Scientists from St. Petersburg count tiny Arctic snails
Researchers from the Applied Ecology Department at St. Petersburg State University have summarized all the available information about Arctic snails that are shorter than five millimeters. Based on these results, the experts plan to learn more about the pollution of marine ecosystems and climate change.
According to the experts, the region is home to at least 66 species of microgastropod, belonging to four subclasses. Two of the species are new and were described by the authors of the review in their recent studies, and descriptions of two more are being prepared for publication now. In more than half of the species, only the external appearance of the shell has been studied, while important features of the internal structure and gene sequence — information traditionally used in the classification of animals — are rarely studied in microgastropods.

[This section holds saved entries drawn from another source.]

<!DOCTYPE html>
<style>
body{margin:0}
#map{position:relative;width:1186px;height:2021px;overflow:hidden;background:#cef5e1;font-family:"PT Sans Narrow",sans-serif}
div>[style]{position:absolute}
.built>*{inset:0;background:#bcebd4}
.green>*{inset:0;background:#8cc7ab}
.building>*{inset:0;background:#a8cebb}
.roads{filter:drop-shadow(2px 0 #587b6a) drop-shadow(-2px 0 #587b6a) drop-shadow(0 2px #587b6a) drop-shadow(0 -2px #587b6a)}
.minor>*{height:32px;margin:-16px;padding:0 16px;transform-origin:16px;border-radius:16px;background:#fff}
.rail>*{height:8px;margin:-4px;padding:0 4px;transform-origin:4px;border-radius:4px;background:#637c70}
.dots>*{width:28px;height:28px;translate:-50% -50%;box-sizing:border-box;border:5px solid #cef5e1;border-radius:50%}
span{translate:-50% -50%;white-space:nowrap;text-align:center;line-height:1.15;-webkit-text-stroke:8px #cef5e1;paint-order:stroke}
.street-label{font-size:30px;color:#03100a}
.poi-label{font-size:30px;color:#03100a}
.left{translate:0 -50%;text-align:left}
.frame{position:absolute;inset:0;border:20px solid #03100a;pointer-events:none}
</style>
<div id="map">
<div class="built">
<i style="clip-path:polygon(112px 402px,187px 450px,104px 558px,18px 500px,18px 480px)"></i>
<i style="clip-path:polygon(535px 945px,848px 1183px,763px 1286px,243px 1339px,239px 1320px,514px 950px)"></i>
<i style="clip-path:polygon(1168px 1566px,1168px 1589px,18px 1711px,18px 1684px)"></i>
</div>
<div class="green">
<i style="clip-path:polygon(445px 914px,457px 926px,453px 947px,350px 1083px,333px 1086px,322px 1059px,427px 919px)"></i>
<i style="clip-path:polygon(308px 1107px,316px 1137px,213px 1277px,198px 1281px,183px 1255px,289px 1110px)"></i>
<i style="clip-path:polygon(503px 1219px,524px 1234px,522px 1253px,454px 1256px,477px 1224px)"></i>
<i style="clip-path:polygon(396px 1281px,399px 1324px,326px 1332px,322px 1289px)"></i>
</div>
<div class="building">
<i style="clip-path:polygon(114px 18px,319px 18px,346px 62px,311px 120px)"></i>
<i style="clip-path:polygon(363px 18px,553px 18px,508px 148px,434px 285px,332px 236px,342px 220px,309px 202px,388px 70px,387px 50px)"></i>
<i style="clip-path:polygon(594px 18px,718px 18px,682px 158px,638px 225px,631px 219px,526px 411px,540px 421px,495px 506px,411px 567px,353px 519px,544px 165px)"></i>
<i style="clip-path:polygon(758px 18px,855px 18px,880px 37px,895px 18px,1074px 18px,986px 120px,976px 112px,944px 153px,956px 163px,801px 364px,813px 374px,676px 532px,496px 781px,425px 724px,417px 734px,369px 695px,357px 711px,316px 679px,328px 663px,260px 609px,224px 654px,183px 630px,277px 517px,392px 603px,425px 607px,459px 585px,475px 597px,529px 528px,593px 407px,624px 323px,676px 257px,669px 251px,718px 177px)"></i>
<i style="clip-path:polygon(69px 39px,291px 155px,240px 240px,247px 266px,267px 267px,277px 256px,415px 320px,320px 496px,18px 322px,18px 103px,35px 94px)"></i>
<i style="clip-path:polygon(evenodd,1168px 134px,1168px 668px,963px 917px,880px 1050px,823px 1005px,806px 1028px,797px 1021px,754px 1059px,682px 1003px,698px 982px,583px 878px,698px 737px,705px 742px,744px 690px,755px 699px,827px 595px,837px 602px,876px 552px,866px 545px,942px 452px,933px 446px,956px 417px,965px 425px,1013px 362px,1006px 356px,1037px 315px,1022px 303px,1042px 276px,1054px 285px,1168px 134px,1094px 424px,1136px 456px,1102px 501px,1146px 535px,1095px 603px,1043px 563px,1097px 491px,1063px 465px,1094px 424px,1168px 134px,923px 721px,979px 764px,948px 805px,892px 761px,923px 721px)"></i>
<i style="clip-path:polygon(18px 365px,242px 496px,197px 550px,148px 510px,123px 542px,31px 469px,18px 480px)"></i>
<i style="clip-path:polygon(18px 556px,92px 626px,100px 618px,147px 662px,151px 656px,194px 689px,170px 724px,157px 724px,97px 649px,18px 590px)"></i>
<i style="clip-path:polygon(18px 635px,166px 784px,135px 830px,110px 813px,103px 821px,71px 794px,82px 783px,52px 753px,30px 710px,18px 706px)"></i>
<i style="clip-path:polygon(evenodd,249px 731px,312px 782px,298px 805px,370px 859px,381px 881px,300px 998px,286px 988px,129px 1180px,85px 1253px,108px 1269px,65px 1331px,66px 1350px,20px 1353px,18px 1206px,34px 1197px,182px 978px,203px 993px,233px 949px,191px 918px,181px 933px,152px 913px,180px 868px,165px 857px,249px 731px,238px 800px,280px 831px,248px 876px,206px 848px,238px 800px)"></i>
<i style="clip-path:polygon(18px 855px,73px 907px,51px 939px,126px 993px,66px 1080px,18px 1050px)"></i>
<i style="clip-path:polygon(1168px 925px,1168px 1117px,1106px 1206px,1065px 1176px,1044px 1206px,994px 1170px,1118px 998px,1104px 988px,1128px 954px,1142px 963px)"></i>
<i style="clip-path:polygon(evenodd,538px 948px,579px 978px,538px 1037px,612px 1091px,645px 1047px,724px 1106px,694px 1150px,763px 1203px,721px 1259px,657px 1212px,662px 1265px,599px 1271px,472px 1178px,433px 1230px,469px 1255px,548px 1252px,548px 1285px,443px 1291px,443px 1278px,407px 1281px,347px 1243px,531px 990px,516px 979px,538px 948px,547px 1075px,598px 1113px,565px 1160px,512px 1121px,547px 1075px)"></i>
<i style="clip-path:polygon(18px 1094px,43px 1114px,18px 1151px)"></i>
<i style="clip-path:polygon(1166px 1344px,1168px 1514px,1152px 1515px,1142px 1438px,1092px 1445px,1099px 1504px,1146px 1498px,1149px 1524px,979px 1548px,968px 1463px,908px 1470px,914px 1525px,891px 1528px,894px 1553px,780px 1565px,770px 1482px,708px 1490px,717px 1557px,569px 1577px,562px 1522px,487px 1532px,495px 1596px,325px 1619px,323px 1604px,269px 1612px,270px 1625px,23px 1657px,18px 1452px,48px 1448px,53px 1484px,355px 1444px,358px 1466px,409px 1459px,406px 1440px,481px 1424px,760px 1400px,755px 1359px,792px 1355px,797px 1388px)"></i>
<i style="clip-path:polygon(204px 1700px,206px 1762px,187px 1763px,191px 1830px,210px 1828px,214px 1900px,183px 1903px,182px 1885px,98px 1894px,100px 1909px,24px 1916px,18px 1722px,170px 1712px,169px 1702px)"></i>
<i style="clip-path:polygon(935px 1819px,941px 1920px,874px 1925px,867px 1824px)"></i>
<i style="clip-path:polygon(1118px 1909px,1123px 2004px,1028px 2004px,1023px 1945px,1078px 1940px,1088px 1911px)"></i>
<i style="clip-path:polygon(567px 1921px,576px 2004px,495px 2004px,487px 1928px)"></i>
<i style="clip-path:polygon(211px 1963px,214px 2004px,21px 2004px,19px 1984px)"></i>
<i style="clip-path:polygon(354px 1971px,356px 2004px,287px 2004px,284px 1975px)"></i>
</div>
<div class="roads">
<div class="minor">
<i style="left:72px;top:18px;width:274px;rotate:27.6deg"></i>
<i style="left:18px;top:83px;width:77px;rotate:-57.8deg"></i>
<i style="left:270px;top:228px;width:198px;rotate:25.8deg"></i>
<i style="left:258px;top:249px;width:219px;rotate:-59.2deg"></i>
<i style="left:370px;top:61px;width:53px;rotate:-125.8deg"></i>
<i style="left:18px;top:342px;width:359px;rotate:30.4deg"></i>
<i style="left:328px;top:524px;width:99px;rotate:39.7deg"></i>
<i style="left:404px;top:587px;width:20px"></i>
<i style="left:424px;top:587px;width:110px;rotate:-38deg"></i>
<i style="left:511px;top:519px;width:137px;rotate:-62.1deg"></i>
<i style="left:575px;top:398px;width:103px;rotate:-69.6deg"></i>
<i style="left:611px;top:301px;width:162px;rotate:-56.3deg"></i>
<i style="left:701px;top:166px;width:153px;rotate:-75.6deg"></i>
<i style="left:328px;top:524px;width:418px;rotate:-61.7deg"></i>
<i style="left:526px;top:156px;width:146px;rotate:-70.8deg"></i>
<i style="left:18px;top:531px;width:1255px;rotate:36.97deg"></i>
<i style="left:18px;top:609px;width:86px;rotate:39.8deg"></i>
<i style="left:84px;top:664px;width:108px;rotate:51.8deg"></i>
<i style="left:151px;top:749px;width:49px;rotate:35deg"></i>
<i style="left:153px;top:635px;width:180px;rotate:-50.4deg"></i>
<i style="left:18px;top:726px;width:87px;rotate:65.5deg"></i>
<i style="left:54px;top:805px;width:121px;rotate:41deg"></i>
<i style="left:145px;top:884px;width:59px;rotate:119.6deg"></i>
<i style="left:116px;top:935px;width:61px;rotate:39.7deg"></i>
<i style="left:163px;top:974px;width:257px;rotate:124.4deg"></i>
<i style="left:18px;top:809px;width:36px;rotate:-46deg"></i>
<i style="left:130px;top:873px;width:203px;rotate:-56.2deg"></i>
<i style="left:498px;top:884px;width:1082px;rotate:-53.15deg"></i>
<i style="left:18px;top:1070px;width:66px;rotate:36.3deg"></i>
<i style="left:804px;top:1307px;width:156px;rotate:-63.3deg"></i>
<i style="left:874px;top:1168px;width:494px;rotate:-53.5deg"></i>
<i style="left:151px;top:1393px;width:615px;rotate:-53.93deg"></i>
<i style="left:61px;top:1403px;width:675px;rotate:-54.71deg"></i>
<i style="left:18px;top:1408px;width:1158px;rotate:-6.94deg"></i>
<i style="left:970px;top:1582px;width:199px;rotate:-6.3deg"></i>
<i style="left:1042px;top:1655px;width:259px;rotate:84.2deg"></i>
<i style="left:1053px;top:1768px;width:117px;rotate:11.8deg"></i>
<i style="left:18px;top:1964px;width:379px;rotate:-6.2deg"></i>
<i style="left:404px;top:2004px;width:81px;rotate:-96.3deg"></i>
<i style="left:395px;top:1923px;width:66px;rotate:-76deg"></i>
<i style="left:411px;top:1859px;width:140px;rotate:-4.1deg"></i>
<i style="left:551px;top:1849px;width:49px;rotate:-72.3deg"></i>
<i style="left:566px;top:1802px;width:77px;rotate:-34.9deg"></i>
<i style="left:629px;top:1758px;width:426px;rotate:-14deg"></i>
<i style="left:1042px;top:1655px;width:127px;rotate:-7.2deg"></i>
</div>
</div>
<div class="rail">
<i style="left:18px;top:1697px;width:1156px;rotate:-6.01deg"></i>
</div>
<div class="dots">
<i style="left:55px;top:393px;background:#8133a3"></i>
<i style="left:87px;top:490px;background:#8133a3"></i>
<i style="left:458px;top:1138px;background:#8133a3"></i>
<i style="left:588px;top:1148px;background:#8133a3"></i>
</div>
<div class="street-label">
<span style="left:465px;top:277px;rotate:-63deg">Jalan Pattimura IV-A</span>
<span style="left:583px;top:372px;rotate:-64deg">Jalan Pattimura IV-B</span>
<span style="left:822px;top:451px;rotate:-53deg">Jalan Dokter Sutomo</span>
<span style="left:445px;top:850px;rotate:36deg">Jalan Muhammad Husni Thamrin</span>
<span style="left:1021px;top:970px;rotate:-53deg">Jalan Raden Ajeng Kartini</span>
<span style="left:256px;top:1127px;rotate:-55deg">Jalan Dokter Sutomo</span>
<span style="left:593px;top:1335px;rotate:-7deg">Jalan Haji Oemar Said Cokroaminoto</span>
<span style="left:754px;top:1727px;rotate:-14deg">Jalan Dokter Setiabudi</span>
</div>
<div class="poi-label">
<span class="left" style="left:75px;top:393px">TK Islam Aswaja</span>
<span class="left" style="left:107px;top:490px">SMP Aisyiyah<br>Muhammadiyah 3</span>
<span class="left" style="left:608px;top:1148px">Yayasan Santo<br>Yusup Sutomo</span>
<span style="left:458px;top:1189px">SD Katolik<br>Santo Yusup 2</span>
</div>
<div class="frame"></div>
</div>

"Studying these animals is not easy. Imagine having a two millimeter clam in front of you. Now you need to extract its reproductive system, which amounts to tenths of a millimeter. It is a very delicate, hard and painstaking job," explained one of the researchers, Ivan Nekhayev.
He also noted that the biological diversity of the Arctic has been studied very unevenly. There is a relatively large amount of data on large animals that can be easily seen, but very little information on other groups, including micromollusks, which include shelled microgastropods. However, scientists need this information for greater awareness of what the Arctic is, how its animals have developed and how ecosystems respond to climate change brought about by human economic activities.
Arctic snails can tell biologists about more than just the consequences of climate warming; they can indicate the level of environmental pollution. The large numbers and relatively simple identification of some common species make them very useful for such studies.
The research is published in the Systematics and Biodiversity journal.